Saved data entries

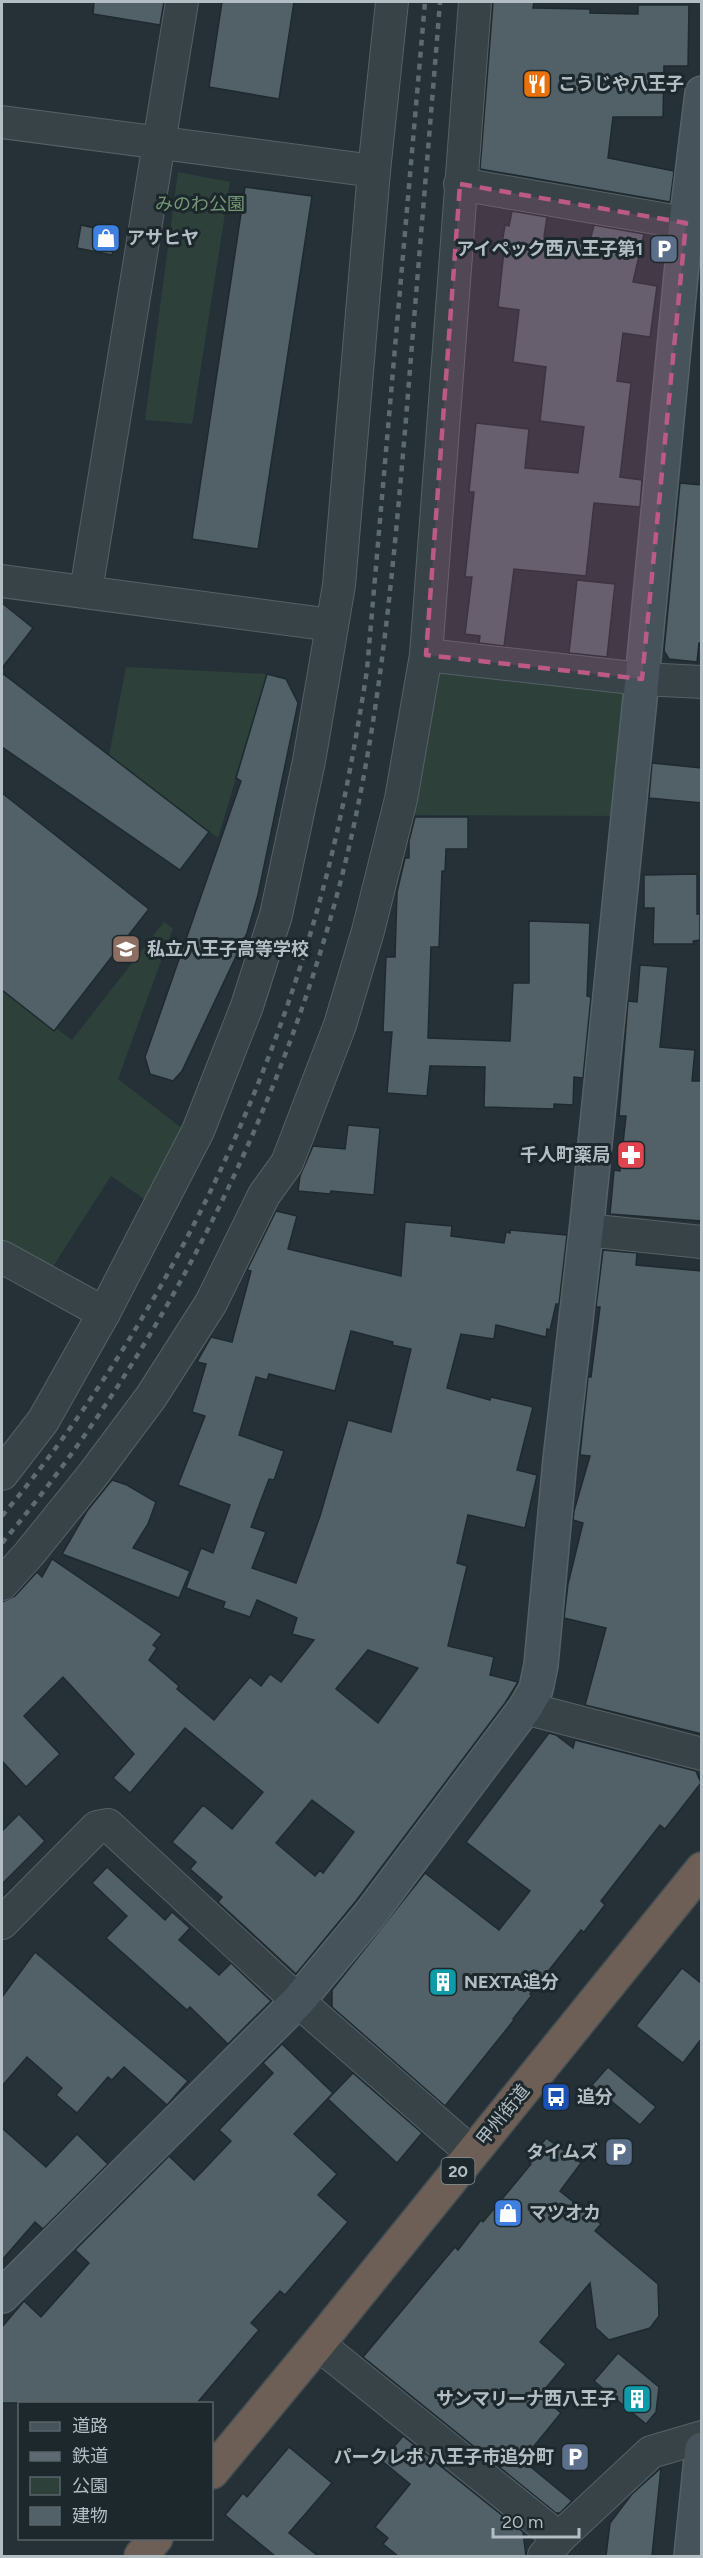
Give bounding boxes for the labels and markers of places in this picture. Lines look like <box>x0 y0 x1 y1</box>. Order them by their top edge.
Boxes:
restaurant icon: こうじや八王子 <box>521 68 553 100</box>
place label: こうじや八王子 <box>558 73 684 95</box>
shop icon: アサヒヤ <box>90 222 122 254</box>
place label: アサヒヤ <box>127 227 199 249</box>
parking icon: アイペック西八王子第1 <box>648 233 680 265</box>
place label: アイペック西八王子第1 <box>456 238 643 260</box>
school or university icon: 私立八王子高等学校 <box>110 933 142 965</box>
place label: 私立八王子高等学校 <box>147 938 309 960</box>
pharmacy icon: 千人町薬局 <box>615 1139 647 1171</box>
place label: 千人町薬局 <box>520 1144 610 1166</box>
building icon: NEXTA追分 <box>427 1966 459 1998</box>
place label: NEXTA追分 <box>464 1971 559 1993</box>
bus stop icon: 追分 <box>540 2081 572 2113</box>
place label: 追分 <box>577 2086 613 2108</box>
parking icon: タイムズ <box>603 2136 635 2168</box>
place label: タイムズ <box>526 2141 598 2163</box>
shop icon: マツオカ <box>492 2197 524 2229</box>
place label: マツオカ <box>529 2202 601 2224</box>
building icon: サンマリーナ西八王子 <box>621 2383 653 2415</box>
place label: サンマリーナ西八王子 <box>436 2388 616 2410</box>
parking icon: パークレポ 八王子市追分町 <box>559 2441 591 2473</box>
place label: パークレポ 八王子市追分町 <box>334 2446 554 2468</box>

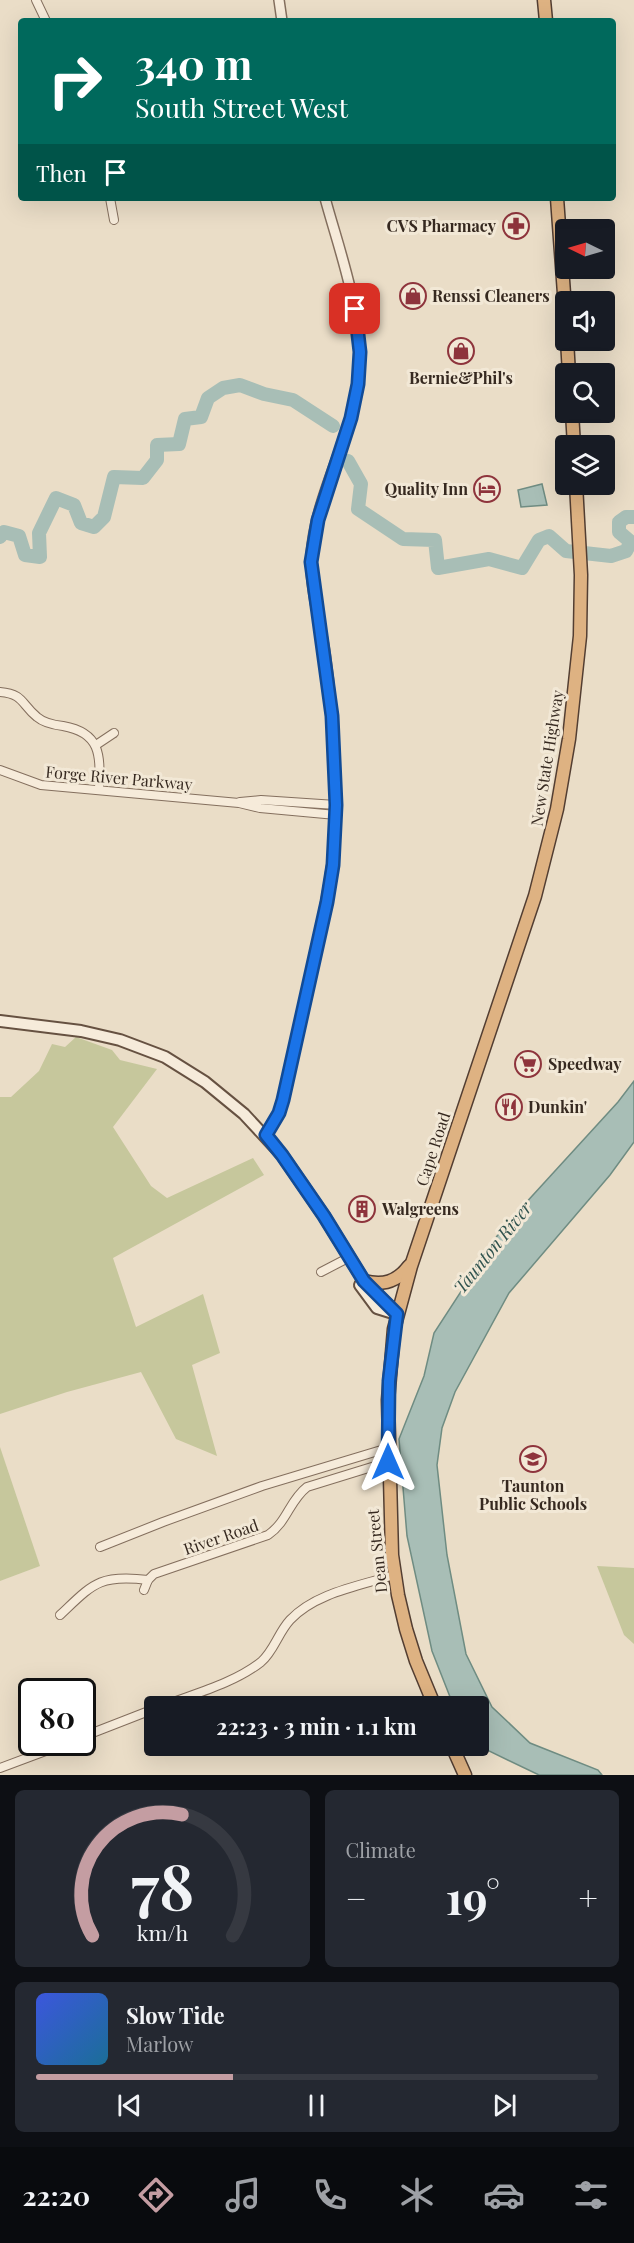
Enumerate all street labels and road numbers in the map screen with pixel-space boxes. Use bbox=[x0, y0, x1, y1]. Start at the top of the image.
street label: New State Highway bbox=[525, 688, 568, 828]
street label: Forge River Parkway bbox=[45, 761, 193, 794]
street label: Cape Road bbox=[411, 1109, 454, 1189]
street label: Dean Street bbox=[362, 1508, 391, 1594]
street label: River Road bbox=[181, 1514, 261, 1559]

WHAT IS NEEDED:
From the line with "Enumerate all street" through the last line of the records, set down every line exactly as written and leave out all others.

PROBLEM SOLUTION:
Enumerate all street labels and road numbers in the map screen with pixel-space boxes. Use bbox=[x0, y0, x1, y1]. Start at the top of the image.
street label: New State Highway bbox=[525, 688, 568, 828]
street label: Forge River Parkway bbox=[45, 761, 193, 794]
street label: Cape Road bbox=[411, 1109, 454, 1189]
street label: Dean Street bbox=[362, 1508, 391, 1594]
street label: River Road bbox=[181, 1514, 261, 1559]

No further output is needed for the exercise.